Nearly eight years ago, my former employer decided we would pull together a conference. I believe we started in October for a conference that we would deliver in the spring. That alone was a tall order – and apart from the fact that public speaking was one of my greatest fears, we were starting down the path of creating a certification program.

In the first year, given the monumental task that creating a conference turned out to be, the first iteration of the program became a few sessions I had to deliver and was granted upon the participants attendance. It was popular, and it was well-attended, but after that first year, I couldn’t help but think we needed to raise the bar.

I spoke with many of the attendees, and I did some further research on certification programs delivered at conferences, and compared that to programs delivered by other companies such as Microsoft, and wondered how we could get there.

So for the following year, a test was created. Conference attendees would attend the sessions, be provided with handouts as a review, and then asked to take a written test based on those sessions, with a minimum score required. Bar – raised.

Still, I felt we could do better. It was hand-graded, which meant at times, it was possible for mistakes to be made, and it was incredibly time-consuming to create and to grade.

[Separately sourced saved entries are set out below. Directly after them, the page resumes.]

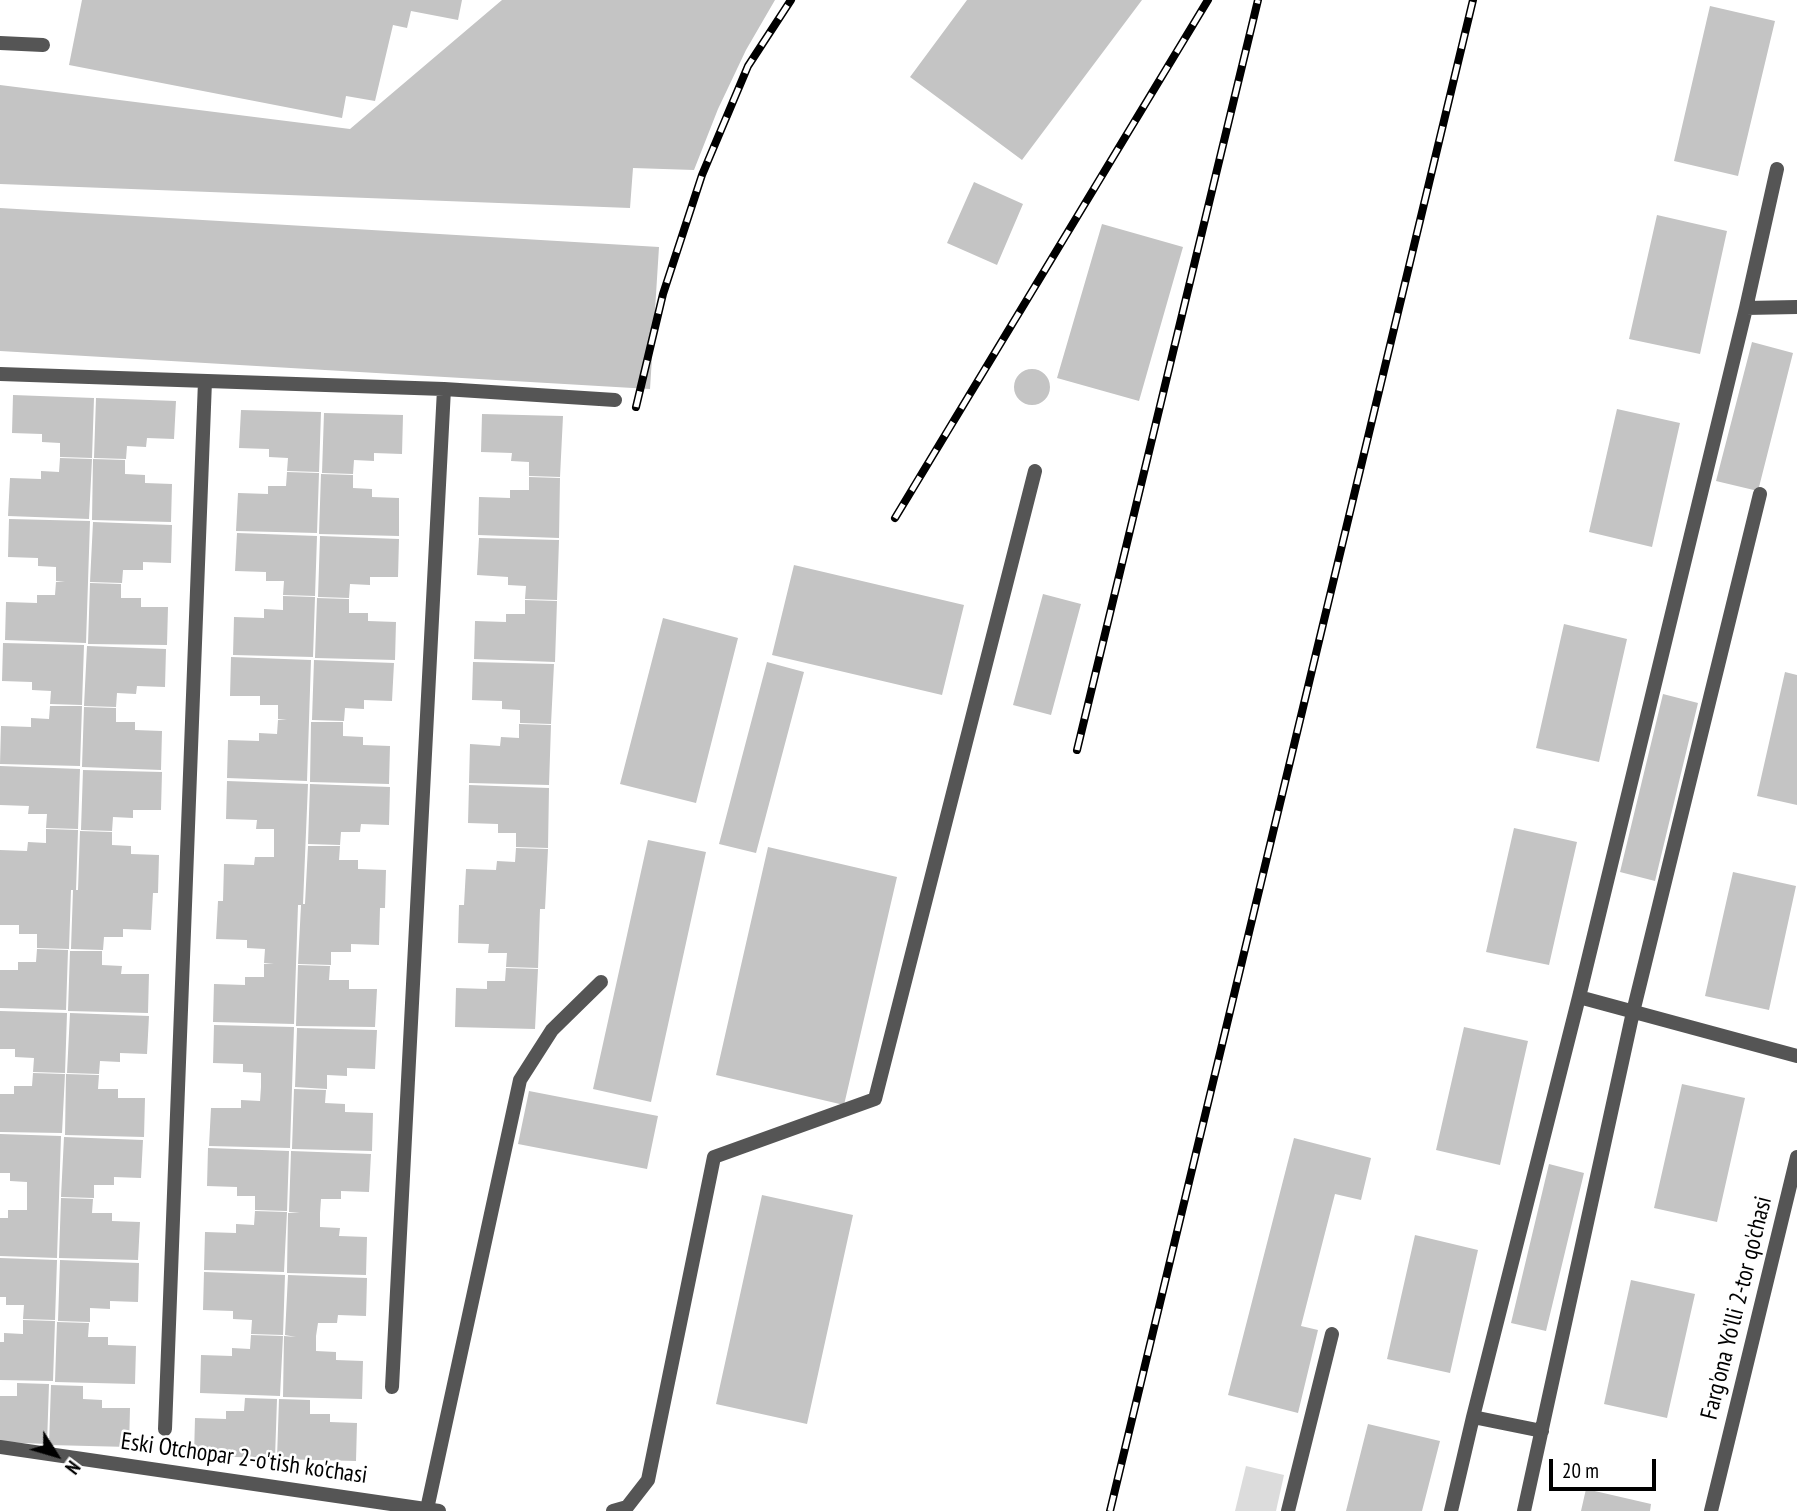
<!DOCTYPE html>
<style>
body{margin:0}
#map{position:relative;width:1797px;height:1511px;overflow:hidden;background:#fff;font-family:"PT Sans Narrow",sans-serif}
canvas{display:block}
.north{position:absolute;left:21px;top:1420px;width:70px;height:70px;-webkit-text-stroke:5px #fff;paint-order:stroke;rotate:127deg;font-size:19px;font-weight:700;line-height:28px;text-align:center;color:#000}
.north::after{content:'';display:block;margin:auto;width:24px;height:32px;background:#000;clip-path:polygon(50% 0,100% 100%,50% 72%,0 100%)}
.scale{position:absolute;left:1549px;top:1459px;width:107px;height:32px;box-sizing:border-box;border:4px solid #000;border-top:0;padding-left:9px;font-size:21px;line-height:24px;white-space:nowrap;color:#000;-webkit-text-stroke:5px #fff;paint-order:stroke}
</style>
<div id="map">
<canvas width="1797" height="1511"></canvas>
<div class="north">N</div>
<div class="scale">20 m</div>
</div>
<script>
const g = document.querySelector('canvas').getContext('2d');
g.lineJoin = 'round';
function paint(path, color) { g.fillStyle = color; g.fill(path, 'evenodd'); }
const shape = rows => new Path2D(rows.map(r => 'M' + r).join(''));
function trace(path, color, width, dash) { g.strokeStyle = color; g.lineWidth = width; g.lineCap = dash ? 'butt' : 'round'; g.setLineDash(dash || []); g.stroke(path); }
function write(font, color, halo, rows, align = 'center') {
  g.font = font + ' "PT Sans Narrow",sans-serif'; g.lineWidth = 5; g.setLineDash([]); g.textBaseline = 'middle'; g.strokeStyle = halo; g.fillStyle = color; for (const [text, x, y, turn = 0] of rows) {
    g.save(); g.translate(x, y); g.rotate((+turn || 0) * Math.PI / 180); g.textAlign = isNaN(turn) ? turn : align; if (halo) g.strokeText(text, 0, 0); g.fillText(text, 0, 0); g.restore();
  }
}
paint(shape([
 [1246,1466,1284,1475,1276,1511,1235,1511]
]), '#dcdcdc');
paint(shape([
 [82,0,462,0,458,20,411,11,407,28,393,25,375,101,346,96,342,118,69,65],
 [502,0,775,0,746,50,718,109,694,170,633,168,630,208,0,184,0,85,350,129],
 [967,0,1142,0,1022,160,910,77],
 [1710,6,1775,21,1738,176,1674,161],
 [974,182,1023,204,997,265,947,243],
 [0,208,659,247,650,389,0,351],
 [1657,215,1727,231,1700,354,1629,339],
 [1102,224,1183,247,1139,401,1057,378],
 [1752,342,1793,353,1758,491,1716,481],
 '1014 387a18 18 0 1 1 36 0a18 18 0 1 1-36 0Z',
 [13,395,94,398,92,458,60,457,60,443,42,442,42,434,12,433],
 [96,398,176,401,174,439,147,438,146,447,127,446,126,459,94,458],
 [1617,409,1680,423,1652,547,1589,532],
 [241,410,321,412,319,472,287,471,288,458,269,457,269,449,239,448],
 [324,413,403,415,402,454,374,453,374,461,354,460,353,474,322,473],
 [482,414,563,416,560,477,529,476,529,462,511,461,512,453,481,452],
 [60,458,92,459,89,519,8,516,10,478,41,479,41,471,59,472],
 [93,459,125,460,125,474,145,475,145,483,172,484,171,522,92,520],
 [287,472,319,473,317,533,236,531,238,493,268,494,268,486,286,486],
 [321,474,353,475,353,488,372,489,372,497,399,498,399,536,319,534],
 [529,477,560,478,559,538,478,535,479,497,510,498,510,490,529,490],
 [9,519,90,521,86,643,5,640,6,602,37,603,37,595,55,595,56,582,65,582,56,581,56,567,38,566,38,558,8,557],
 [93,522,172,525,171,563,143,562,143,570,123,570,122,583,90,582],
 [237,533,317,536,315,596,283,595,284,581,266,581,266,572,235,571],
 [320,536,399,539,398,577,370,577,370,585,350,584,349,598,318,597],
 [479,538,559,540,557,600,525,599,526,586,508,585,508,577,477,575],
 [794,565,964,605,942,695,772,655],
 [90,583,121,584,121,598,141,598,141,607,168,607,167,645,88,644],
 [1043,594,1081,604,1051,715,1013,705],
 [283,596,315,597,313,657,233,655,234,617,264,618,264,609,283,610],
 [317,598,349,599,349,613,368,613,368,621,396,622,395,660,315,658],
 [525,600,557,601,555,662,474,659,475,621,506,622,506,614,525,614],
 [663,618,738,638,696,803,620,784],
 [1564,624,1627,639,1599,762,1536,748],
 [3,643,84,645,82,705,50,704,51,691,32,690,32,682,2,681],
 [87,646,166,649,165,687,137,686,136,694,117,693,116,707,84,706],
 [231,657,311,660,307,781,227,778,228,740,259,741,259,733,277,734,278,720,287,720,278,719,278,705,260,705,260,696,230,696],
 [314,660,394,663,392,701,364,700,364,709,345,708,344,721,312,720],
 [473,662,554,664,551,724,520,723,520,710,502,709,502,701,472,700],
 [767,662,804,672,756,853,719,844],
 [1785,672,1797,675,1797,805,1757,796],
 [1663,694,1698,703,1655,881,1620,872],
 [50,706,82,706,80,766,0,764,1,726,31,727,31,718,49,719],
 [84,707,116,708,116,722,135,722,135,730,162,731,161,770,82,767],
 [311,722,343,722,343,736,363,737,363,745,390,746,389,784,310,782],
 [519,724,551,725,549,785,469,783,470,744,500,746,501,737,519,738],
 [0,766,80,769,78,829,46,828,47,814,28,814,29,806,0,805],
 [83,770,162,772,161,810,133,810,133,818,113,817,112,831,81,830],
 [227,781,308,784,303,904,305,904,308,846,340,846,339,860,358,860,358,869,386,870,385,908,380,908,379,945,351,944,351,952,331,952,331,965,298,964,301,905,298,905,294,1024,213,1022,214,984,245,985,245,977,264,977,264,964,274,964,264,963,265,949,247,948,247,940,216,939,218,901,223,901,224,864,254,865,255,857,274,857,274,829,256,829,257,820,226,819],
 [310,784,390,787,389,825,361,824,360,832,341,832,340,845,308,844],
 [469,785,549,788,548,848,516,847,516,833,498,833,498,824,468,823],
 [1514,828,1577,842,1549,965,1486,952],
 [46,829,78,830,76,890,78,890,80,831,112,832,112,845,131,846,131,854,159,855,158,893,153,893,151,930,123,929,123,937,104,937,103,950,71,949,73,890,71,890,69,949,37,948,37,934,19,934,19,925,0,925,0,850,27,851,28,842,46,843],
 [648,840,706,852,651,1102,593,1089],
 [768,847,897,877,844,1105,716,1075],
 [516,848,548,849,545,909,540,909,538,968,506,967,507,953,488,953,489,944,458,943,459,905,464,905,466,869,496,870,497,861,515,862],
 [1733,872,1796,886,1769,1010,1705,996],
 [37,949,68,950,66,1010,0,1008,0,970,18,970,18,962,36,962],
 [70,951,102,951,102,965,122,966,121,974,149,974,148,1013,68,1011],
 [298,965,330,966,329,980,349,980,349,989,377,989,375,1027,296,1026],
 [506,968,538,969,535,1029,455,1027,456,988,487,989,487,981,505,981],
 [0,1011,67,1013,65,1073,33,1072,34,1058,15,1057,15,1049,0,1049],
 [70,1013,149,1016,147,1054,120,1053,120,1062,100,1061,99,1074,67,1073],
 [214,1025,294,1027,290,1148,209,1146,211,1108,241,1108,241,1100,260,1101,261,1087,261,1073,243,1072,243,1064,213,1063],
 [1464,1027,1528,1041,1500,1165,1436,1150],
 [297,1028,377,1030,375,1069,347,1068,347,1076,327,1075,327,1089,295,1087],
 [33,1073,65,1074,62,1133,0,1132,0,1094,14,1094,14,1086,32,1086],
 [66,1074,99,1075,98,1089,118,1089,118,1098,145,1098,144,1137,65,1135],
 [1682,1084,1745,1098,1717,1222,1654,1208],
 [294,1089,326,1090,325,1103,345,1104,345,1112,373,1113,372,1151,292,1149],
 [529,1091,658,1116,647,1169,518,1144],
 [0,1134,61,1136,57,1258,0,1256,0,1218,8,1218,8,1210,27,1210,27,1182,10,1181,10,1173,0,1173],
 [64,1137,143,1140,141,1178,114,1177,114,1185,94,1185,94,1198,61,1197],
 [1294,1138,1371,1158,1361,1200,1335,1194,1301,1326,1318,1330,1298,1413,1228,1395],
 [208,1148,289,1151,287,1211,255,1210,255,1196,237,1196,237,1187,207,1186],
 [291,1151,371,1154,369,1192,341,1191,341,1199,321,1199,320,1213,320,1227,340,1228,339,1236,367,1237,366,1275,287,1273,288,1213,300,1213,289,1212],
 [1549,1164,1584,1173,1546,1331,1511,1323],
 [762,1195,853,1215,807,1424,716,1404],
 [61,1198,93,1199,92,1213,112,1213,112,1221,140,1222,138,1260,59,1258],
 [255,1211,287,1212,284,1272,204,1270,205,1232,236,1233,236,1224,254,1225],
 [1415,1235,1478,1250,1450,1373,1387,1359],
 [0,1258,57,1260,55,1320,23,1319,24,1305,6,1305,6,1297,0,1297],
 [60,1260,139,1263,138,1302,110,1301,110,1309,90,1308,90,1322,58,1321],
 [204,1272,285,1275,283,1335,251,1334,252,1320,233,1319,233,1311,203,1310],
 [288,1275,367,1278,366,1316,338,1315,337,1323,318,1323,316,1336,316,1351,336,1352,336,1360,363,1361,362,1399,283,1397,284,1336,296,1337,285,1335],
 [1631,1280,1695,1294,1667,1418,1604,1404],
 [23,1320,55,1321,53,1381,0,1380,0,1342,4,1342,4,1333,23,1334],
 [57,1322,89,1323,88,1337,108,1337,108,1345,136,1346,135,1384,55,1382],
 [251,1335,283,1336,280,1396,200,1393,201,1355,232,1356,232,1348,250,1349],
 [17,1383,49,1384,47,1444,0,1442,0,1396,17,1396],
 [51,1385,83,1386,83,1399,102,1400,102,1408,130,1408,129,1447,49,1445],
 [245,1398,277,1399,275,1458,194,1456,195,1418,226,1419,226,1411,244,1411],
 [279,1399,310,1400,310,1414,330,1414,330,1422,357,1423,356,1461,277,1459],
 [1368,1424,1440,1441,1422,1511,1346,1511],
 [1586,1489,1651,1504,1650,1511,1581,1511]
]), '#c4c4c4');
trace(shape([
 [0,43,43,45],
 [1746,308,1797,307],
 [0,374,444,389,392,1387],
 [444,389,615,400],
 [1579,997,1797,1056],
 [1473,1417,1542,1431],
 [165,1429,205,381],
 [427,1509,520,1080,552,1030,601,982],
 [613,1511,627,1507,648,1480,714,1157,875,1099,1035,471],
 [1288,1511,1332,1334],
 [1451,1511,1473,1417,1579,997,1746,308,1777,169],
 [1524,1511,1633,1012,1760,494]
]), '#555', 14);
trace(shape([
 [0,1447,439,1511],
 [1711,1511,1797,1157]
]), '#555', 14);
const rail = shape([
 [636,407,663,294,702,175,748,66,791,0],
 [895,518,1208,0],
 [1077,750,1258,0],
 [1110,1511,1473,0]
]);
trace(rail, '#000', 8);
trace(rail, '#fff', 5, [16]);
write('24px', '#000', '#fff', [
 ["Farg'ona Yo'lli 2-tor qo'chasi",1737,1308,-76],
 ["Eski Otchopar 2-o'tish ko'chasi",244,1459,8]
]);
</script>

Every year I continued to listen to feedback and continue researching for better options and improve upon the process – each year it became faster to administer, and easier to grade – but the best year happened when we implemented WalkMe and it’s included application, TeachMe.

TeachMe allowed me the ability to create Courses directly in the applications – it would no longer need to be a simple written test (which comprised mostly of multiple choice, or definition style questions) but I could deliver an actual, practical exam! I was able to build in exercises which would ask the user to perform a task, and then use the program to determine when it was done correctly. While the build time was certainly lengthy, it would later save us a tremendous amount of time in grading and be able to deliver the score as soon as the user completed the exam.

It was a 7-year iteration that helped to evolve the program, thanks to all of the feedback provided, and the hundreds of clients who took and passed it. While it was at times, very stressful to update each year, it was also a labor of love – it was important to me to ensure that earning that badge each year would have merit, and not just a piece of paper.

I am saddened that I won’t be around to work on this year’s certification, and I couldn’t sign off on them for this year. I hope those left behind care about it as much as I did, and that it continues to develop and improve each year moving forward.